Já sei o que você está pensando: nem sempre os números são suficientes para jogar luz sobre o tema. É verdade. Se pensarmos em termos de políticas públicas e articulação de parceiros para promoção e desenvolvimento do turismo musical, é importante analisar outras manifestações, especialmente aquelas que já foram alvo de estudos relevantes. É o caso dos festivais artísticos europeus.

 

Pesquisadores que se debruçaram a analisar o fenômeno das proliferação desses festivais observam que eles oferecem uma série de benefícios que atendem a objetivos da política cultural e do turismo urbano. Festivais têm impactos que vão além do acontecimento em si e afetam diretamente as vidas das pessoas, a opinião pública e a cultura local e mundial. São capazes de formar audiências e catalisar o mundo artístico, além de reforçar a identidade local.  

 

Festivais e turismo urbano estão intimamente ligados. Atividades culturais altamente visíveis e atraentes têm grande apelo aos criadores de ofertas turísticas, que estão constantemente buscando renovar atrações e destinos. Festivais que são alvo de campanhas de marketing como atrações turísticas geram renda e fluxo de visitantes, recebem mais atenção da mídia e públicos maiores.

 

No entanto, os mesmos trabalhos que apontam essa força dos festivais destacam que há poucos indícios da existência de políticas abrangentes e integradas. É preciso que as políticas relacionadas à cultura como forma de atração urbana considerem perspectivas variadas, com resultados diferentes para grupos diferentes. E esse equilíbrio entre os interesses de diversos stakeholders, dos artistas aos moradores, passando por turistas e investidores, é desafiador.

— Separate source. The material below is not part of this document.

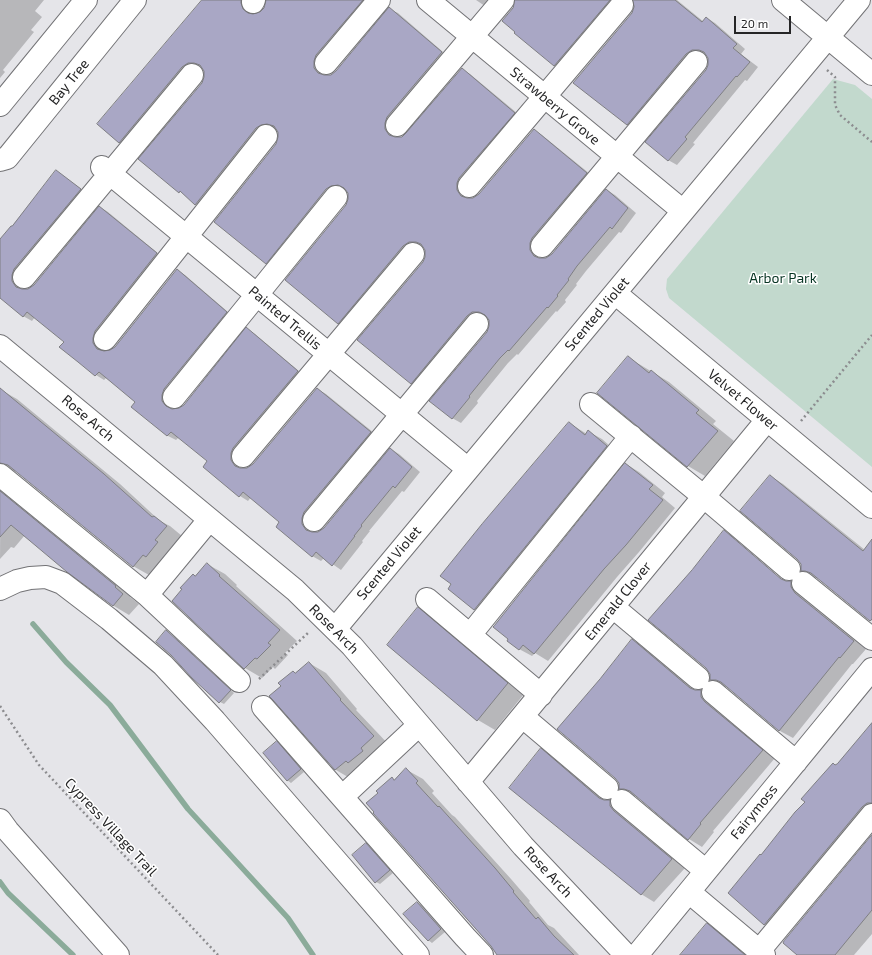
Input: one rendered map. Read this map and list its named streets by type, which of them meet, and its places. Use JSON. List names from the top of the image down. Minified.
{"streets":{"street":["Bay Tree","Strawberry Grove","Scented Violet","Painted Trellis","Velvet Flower","Rose Arch","Emerald Clover","Fairymoss"],"path":["Cypress Village Trail"]},"crossings":[["Strawberry Grove","Scented Violet"],["Scented Violet","Painted Trellis"],["Scented Violet","Velvet Flower"],["Scented Violet","Rose Arch"],["Velvet Flower","Emerald Clover"],["Rose Arch","Emerald Clover"]],"parks":["Arbor Park"],"scale_bar":"20 m"}
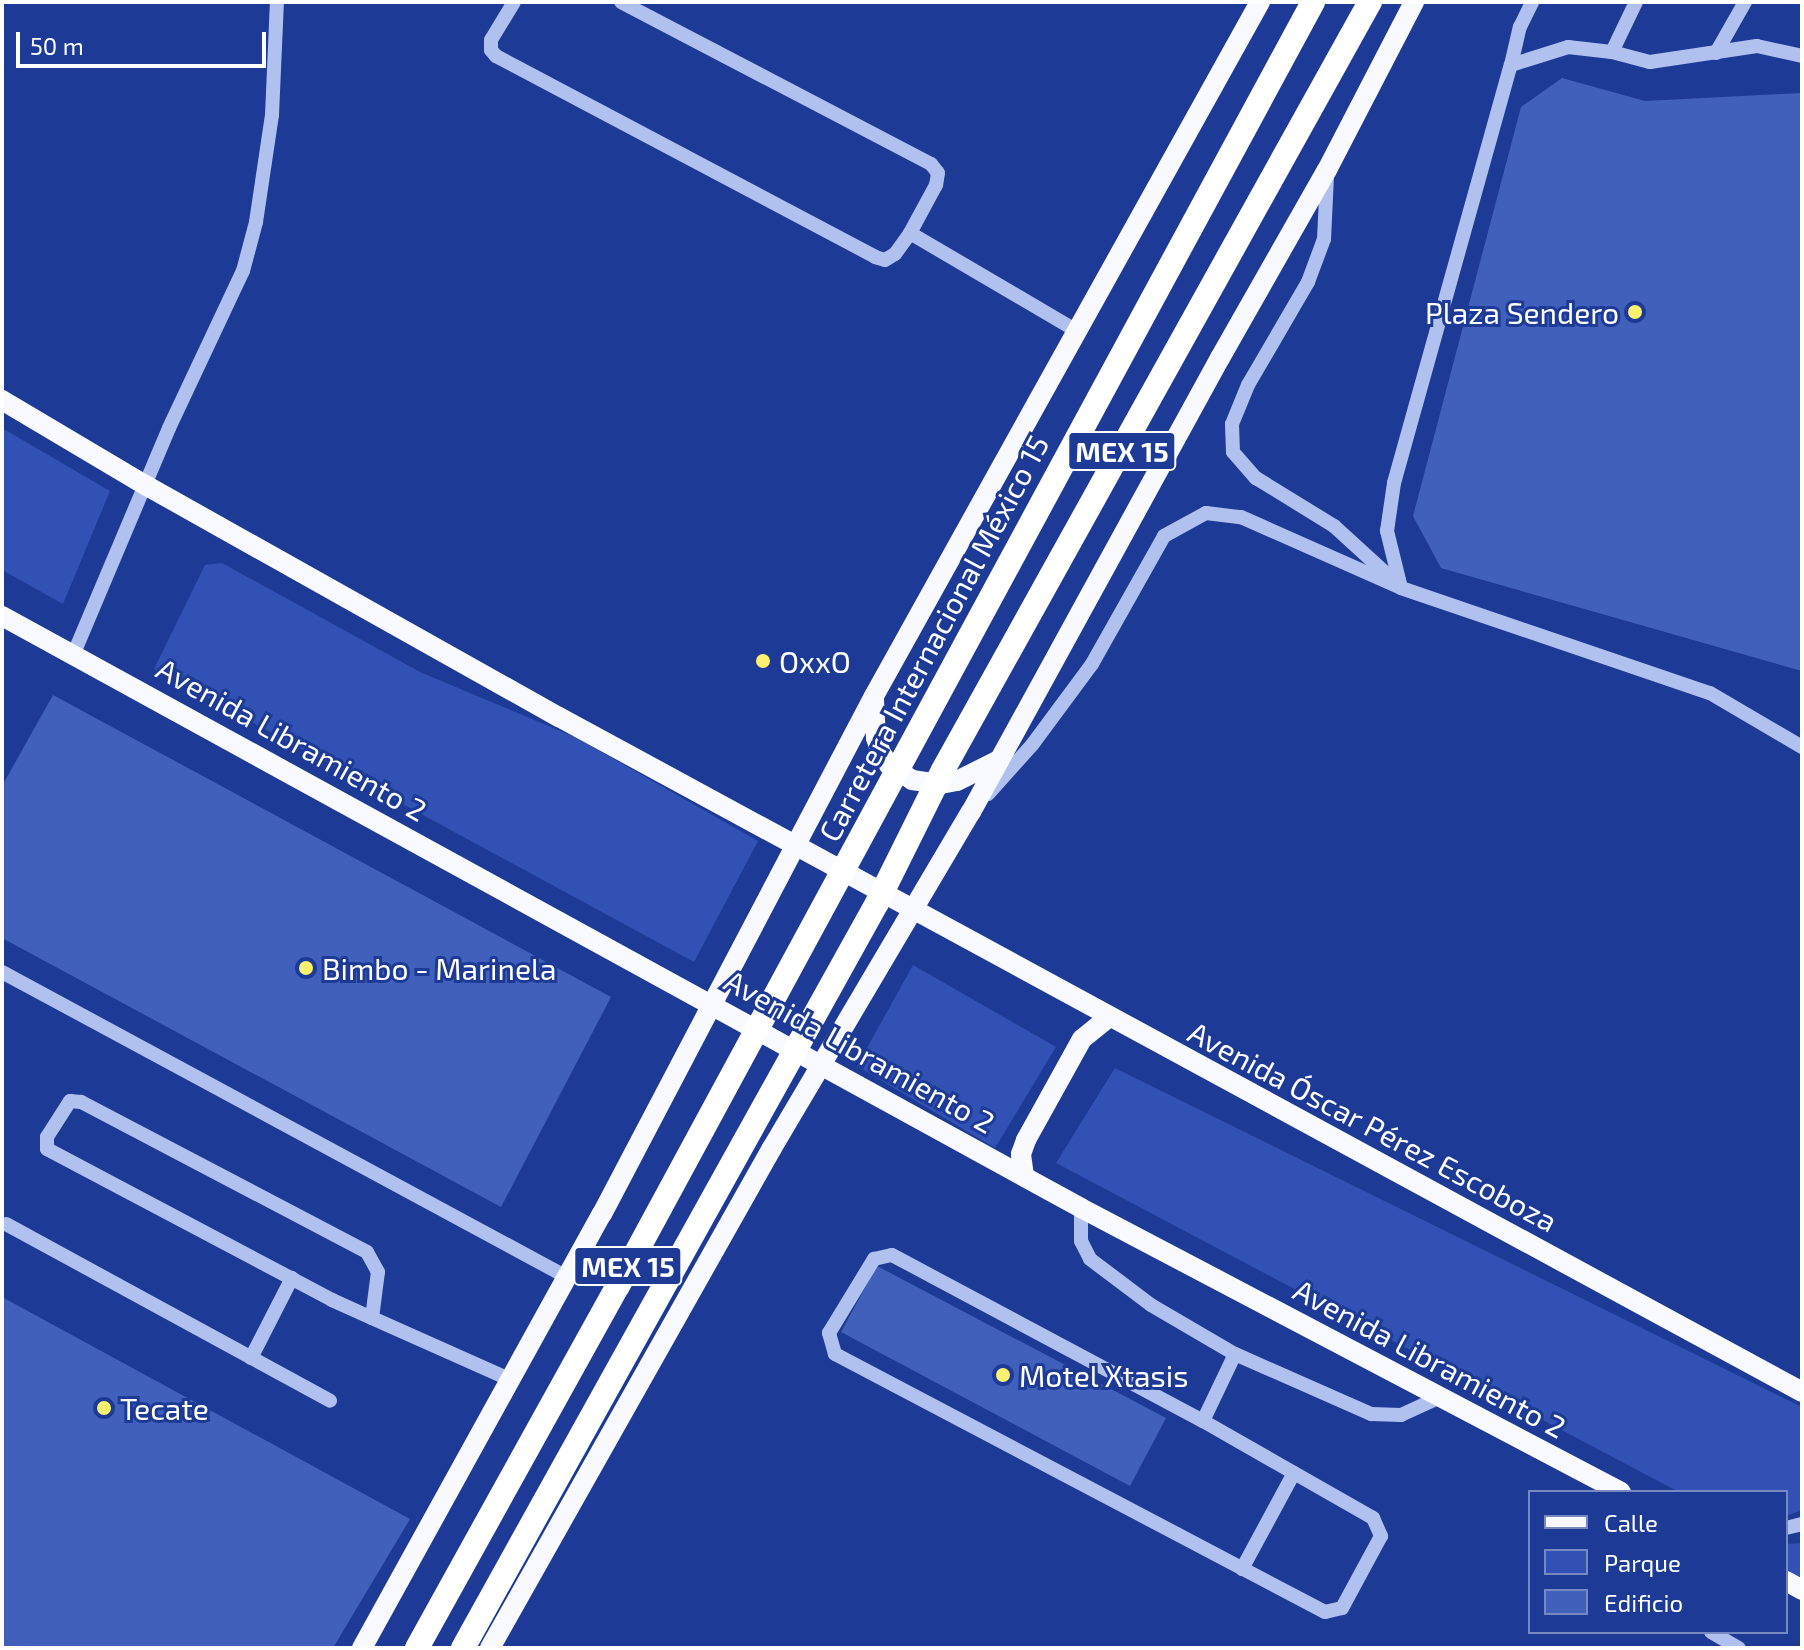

Mas possível.

 

O lançamento de uma estratégia de desenvolvimento local baseada em eventos artísticos exige redução da sazonalidade, diversificação de atrações e ofertas, criação de novos produtos turísticos, a integração com outros tipos de oferta turística e eventos e perseguir o ideal de tornar-se referência em uma forma específica de turismo, a exemplo do musical.

 

Considerando a arte e a música como parte relevante do diálogo entre turismo e negócios, o planejamento deve integrar os eventos dentro de um contexto que reúna todos os segmentos políticos, econômicos e sócio-culturais envolvidos.

 

Um turista que vem a Belo Horizonte para um show, evento de design ou exposição artística pode ter interesse em visitar o Conjunto Moderno da Pampulha, por exemplo. Tais experiências não precisam ser isoladas ou concorrentes, mas precisam ser apresentadas ao visitante como opções estruturadas.

 

Não é à toa que, nas últimas décadas, a arte tem sido incluída em movimentos que contribuem para reposicionar destinos, em um palco global cada vez mais competitivo. Nem precisamos ir a Nova York, Miami ou Edimburgo (conhecida como cidade dos Festivais) para localizar exemplos. Podemos lembrar, aqui mesmo, do CURA, movimento de arte urbana que trouxe ainda mais força ao renascimento da região da Rua Sapucaí, em Belo Horizonte, antes degradada e ignorada por moradores e visitantes.

 

O engajamento intersetorial e a colaboração ativa de produtores de eventos, poder público e investidores devem crescer, se quisermos ter uma oferta de turismo musical estruturada, integrada e sustentável. Ambicioso? Com certeza.

 

Sala Minas Gerais

 

Turismo musical: sem manual de instruções

Não existe, ainda, um manual do turismo musical. Mas uma coisa é certa: viajar não é só sobre transportar seu corpo fisicamente para um lugar. Estamos cada vez mais inclinados a viajar como uma forma de transformação pessoal, por meio da história, da literatura e da gastronomia. Não parece que a música também foi feita para isso?

 

No que se refere ao turismo musical, o que nós — colocados na posição de construir soluções conjuntas para uma cidade mais inteligente, mais agradável para moradores e mais atraentes para turistas — somos desafiados a fazer é manter um olho no peixe e outro no gato:

 

  • atrair turistas, sim; mas considerando sempre a cena musical e artística local e as expectativas dos cidadãos em relação à preservação de sua cultura;

  • equilibrar visões de agentes da cadeia turística e da administração pública;

  • equilibrar visões artísticas, de herança cultural e de perspectivas comerciais e econômicas;

  • mostrar que diferentes eventos acontecendo no mesmo período não são necessariamente concorrentes e significam oportunidades de troca de experiências em relação à organização, redução de custos e transferência know-how de um setor para outro.

 

Se transformada de forma estratégica em roteiros, o poder e impacto da música sobre as experiências tende a crescer. Mais música, mais oportunidades de negócio, mais experiências para os visitantes e mais qualidade nessas experiências.

 

Conectar a jornada externa e interna do viajante é um segredo para uma viagem surpreendente. Turistas de todas as idades estão em busca dessas experiências e preparados para pagar por elas.

 

Por que não expandir o papel da música em nossas estratégias turísticas e portfólios? Quanto mais pudermos explorar o que nos faz únicos, mais oportunidades teremos como destino turístico e ainda mais motivos de orgulho teremos como belo-horizontinos.

 

*Fonte: https://www.sounddiplomacy.com/music-tourism-white-paper/Conteúdo temporariamente suspenso em cumprimento à Lei Federal 9.507/1997 e aos artigos 9º e 12º da Portaria Conjunta PGM/CTGM nº 001 de 22 de janeiro de 2020.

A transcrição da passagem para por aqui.